* **WHAT YOU SHOULD DO**:
Leave out any picture and return the remaining listing below exactly as given.
[INFORMATION SUPPLIED]
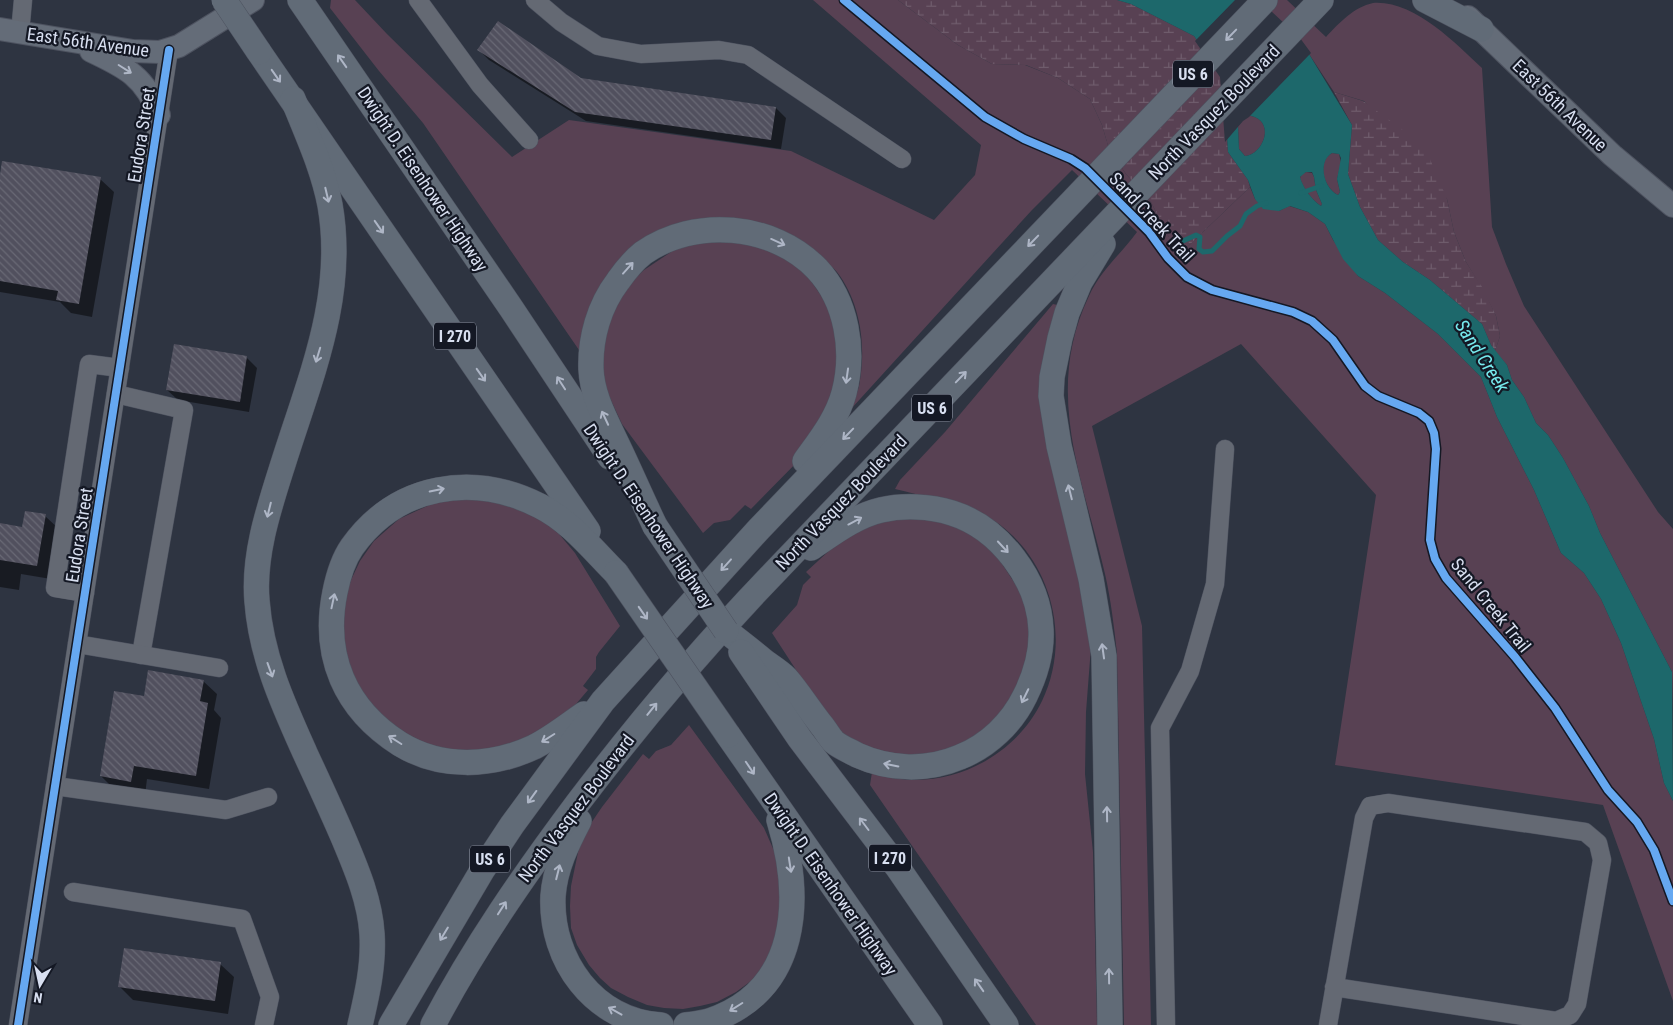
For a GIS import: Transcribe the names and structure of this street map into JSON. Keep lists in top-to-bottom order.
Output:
{
  "streets": {
    "highway": [
      "US 6",
      "North Vasquez Boulevard",
      "Dwight D. Eisenhower Highway",
      "I 270"
    ],
    "main road": ["East 56th Avenue"],
    "street": ["Eudora Street"],
    "cycle path": ["Sand Creek Trail"]
  },
  "crossings": [
    ["East 56th Avenue", "Eudora Street"],
    ["Dwight D. Eisenhower Highway", "I 270"]
  ],
  "water": ["Sand Creek"],
  "north": "bottom"
}
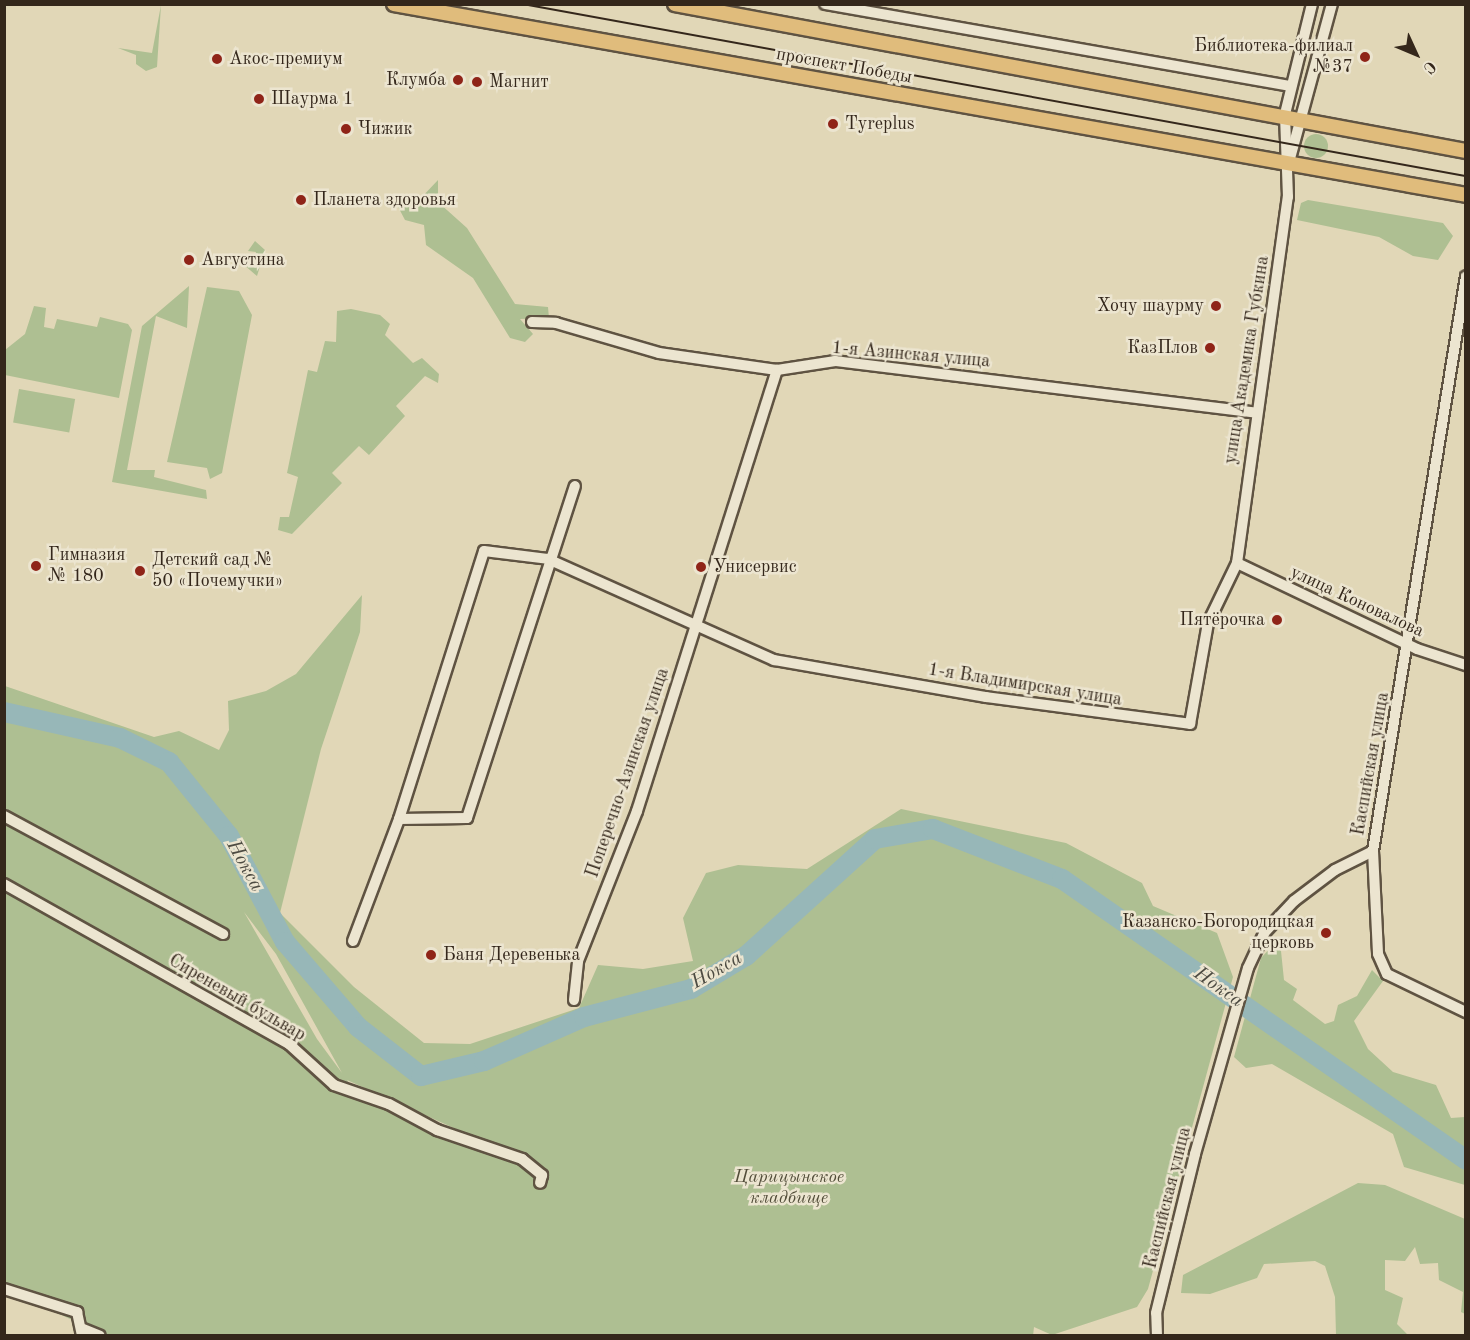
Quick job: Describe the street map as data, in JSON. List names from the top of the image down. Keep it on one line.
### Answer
[/INFORMATION SUPPLIED]
* **OUTPUT BELOW**:
For a GIS import: Transcribe the names and structure of this street map into JSON. Keep lists in top-to-bottom order.
Output:
{
  "streets": {
    "highway": [
      "US 6",
      "North Vasquez Boulevard",
      "Dwight D. Eisenhower Highway",
      "I 270"
    ],
    "main road": ["East 56th Avenue"],
    "street": ["Eudora Street"],
    "cycle path": ["Sand Creek Trail"]
  },
  "crossings": [
    ["East 56th Avenue", "Eudora Street"],
    ["Dwight D. Eisenhower Highway", "I 270"]
  ],
  "water": ["Sand Creek"],
  "north": "bottom"
}
Quick job: Describe the street map as data, in JSON. List names from the top of the image down. Keep it on one line.
### Answer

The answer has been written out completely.